- [Exercise]: From the data below, return each line in which the string "rows" is found.

(Data excerpts)
* * *
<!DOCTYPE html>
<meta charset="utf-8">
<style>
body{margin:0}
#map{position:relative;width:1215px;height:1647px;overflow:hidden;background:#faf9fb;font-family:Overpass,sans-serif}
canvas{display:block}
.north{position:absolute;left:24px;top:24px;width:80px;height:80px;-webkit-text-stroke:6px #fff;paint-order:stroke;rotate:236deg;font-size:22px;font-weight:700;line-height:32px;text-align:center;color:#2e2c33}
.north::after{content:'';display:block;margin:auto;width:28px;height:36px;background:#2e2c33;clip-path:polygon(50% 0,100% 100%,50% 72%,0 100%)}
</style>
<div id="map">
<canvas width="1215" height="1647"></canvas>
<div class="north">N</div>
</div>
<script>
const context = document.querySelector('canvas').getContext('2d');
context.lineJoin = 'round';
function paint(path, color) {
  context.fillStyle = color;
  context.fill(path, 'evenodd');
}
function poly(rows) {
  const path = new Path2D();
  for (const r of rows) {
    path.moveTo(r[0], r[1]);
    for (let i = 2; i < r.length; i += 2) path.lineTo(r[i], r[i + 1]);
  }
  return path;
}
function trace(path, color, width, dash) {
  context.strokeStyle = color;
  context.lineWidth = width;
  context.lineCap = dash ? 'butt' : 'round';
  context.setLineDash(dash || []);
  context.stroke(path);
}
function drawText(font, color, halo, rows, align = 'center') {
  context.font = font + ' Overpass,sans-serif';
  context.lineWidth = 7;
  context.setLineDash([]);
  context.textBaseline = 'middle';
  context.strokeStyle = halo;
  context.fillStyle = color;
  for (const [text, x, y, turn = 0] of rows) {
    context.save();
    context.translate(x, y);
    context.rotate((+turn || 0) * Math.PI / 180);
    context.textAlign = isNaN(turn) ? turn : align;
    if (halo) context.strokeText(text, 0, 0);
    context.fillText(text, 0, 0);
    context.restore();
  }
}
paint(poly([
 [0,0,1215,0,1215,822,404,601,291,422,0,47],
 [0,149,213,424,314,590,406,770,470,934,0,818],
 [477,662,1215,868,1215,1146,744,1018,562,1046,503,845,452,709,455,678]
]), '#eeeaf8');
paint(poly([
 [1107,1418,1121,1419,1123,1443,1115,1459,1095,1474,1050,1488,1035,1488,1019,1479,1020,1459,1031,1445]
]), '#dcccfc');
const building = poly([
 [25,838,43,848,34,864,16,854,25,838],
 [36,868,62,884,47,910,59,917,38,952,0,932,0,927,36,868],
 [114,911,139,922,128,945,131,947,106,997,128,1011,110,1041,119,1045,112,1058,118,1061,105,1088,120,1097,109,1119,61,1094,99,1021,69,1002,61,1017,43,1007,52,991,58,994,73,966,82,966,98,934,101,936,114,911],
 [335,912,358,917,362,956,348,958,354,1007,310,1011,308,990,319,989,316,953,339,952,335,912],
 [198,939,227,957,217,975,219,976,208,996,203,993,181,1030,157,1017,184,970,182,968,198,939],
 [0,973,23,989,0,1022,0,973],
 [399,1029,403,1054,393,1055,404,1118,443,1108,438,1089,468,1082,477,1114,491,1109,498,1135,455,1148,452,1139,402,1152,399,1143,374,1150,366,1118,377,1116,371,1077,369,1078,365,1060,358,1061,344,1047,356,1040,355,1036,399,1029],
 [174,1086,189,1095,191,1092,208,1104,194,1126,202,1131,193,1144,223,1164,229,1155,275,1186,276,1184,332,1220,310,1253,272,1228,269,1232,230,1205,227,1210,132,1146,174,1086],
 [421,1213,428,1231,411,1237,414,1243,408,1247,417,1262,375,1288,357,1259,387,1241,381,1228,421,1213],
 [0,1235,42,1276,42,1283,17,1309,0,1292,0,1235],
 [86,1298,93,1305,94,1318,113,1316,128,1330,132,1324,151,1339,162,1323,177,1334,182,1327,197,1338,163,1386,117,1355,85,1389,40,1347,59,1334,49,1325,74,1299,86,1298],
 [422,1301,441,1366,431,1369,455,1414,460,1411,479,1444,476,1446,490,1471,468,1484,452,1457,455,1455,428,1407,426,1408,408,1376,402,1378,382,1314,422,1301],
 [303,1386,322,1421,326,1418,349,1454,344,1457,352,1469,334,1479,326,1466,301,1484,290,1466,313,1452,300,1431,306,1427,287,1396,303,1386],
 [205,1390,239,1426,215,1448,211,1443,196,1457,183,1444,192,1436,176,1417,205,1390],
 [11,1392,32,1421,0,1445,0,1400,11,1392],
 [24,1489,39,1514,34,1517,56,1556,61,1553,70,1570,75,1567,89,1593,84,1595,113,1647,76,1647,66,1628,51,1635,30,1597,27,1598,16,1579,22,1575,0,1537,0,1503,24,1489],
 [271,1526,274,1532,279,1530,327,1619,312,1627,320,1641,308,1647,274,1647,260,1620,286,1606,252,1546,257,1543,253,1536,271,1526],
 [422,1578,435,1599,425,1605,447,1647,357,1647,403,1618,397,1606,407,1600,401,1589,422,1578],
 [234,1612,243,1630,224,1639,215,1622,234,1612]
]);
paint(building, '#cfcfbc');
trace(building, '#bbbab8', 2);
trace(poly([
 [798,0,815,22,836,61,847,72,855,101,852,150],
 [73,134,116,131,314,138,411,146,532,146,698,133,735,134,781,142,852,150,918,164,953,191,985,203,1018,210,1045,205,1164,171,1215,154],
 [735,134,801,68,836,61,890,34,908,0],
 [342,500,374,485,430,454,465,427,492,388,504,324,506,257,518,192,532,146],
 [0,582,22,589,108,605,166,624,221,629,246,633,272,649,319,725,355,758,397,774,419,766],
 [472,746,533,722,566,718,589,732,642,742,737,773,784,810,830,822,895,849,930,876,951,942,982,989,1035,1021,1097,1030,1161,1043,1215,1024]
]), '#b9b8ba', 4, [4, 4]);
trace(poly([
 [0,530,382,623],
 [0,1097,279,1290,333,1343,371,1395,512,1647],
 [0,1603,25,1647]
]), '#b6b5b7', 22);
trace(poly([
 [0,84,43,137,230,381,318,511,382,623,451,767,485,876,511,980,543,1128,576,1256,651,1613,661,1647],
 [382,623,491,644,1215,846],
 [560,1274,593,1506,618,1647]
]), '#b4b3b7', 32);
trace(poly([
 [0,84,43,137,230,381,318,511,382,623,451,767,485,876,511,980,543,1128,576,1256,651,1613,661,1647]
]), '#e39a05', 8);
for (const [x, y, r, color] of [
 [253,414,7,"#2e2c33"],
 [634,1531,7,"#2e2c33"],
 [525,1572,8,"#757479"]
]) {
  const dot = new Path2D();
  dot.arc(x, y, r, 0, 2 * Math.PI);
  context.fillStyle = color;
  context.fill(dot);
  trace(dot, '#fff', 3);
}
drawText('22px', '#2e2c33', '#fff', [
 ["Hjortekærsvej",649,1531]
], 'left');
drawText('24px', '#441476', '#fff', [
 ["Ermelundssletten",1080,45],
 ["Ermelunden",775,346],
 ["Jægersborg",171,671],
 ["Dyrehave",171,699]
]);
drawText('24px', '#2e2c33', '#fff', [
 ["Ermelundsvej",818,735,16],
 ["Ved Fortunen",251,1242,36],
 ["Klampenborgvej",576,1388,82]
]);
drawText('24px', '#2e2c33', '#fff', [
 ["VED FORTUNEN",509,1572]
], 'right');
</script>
* * *
- [Solved exercise]:
function poly(rows) {
  for (const r of rows) {
function drawText(font, color, halo, rows, align = 'center') {
  for (const [text, x, y, turn = 0] of rows) {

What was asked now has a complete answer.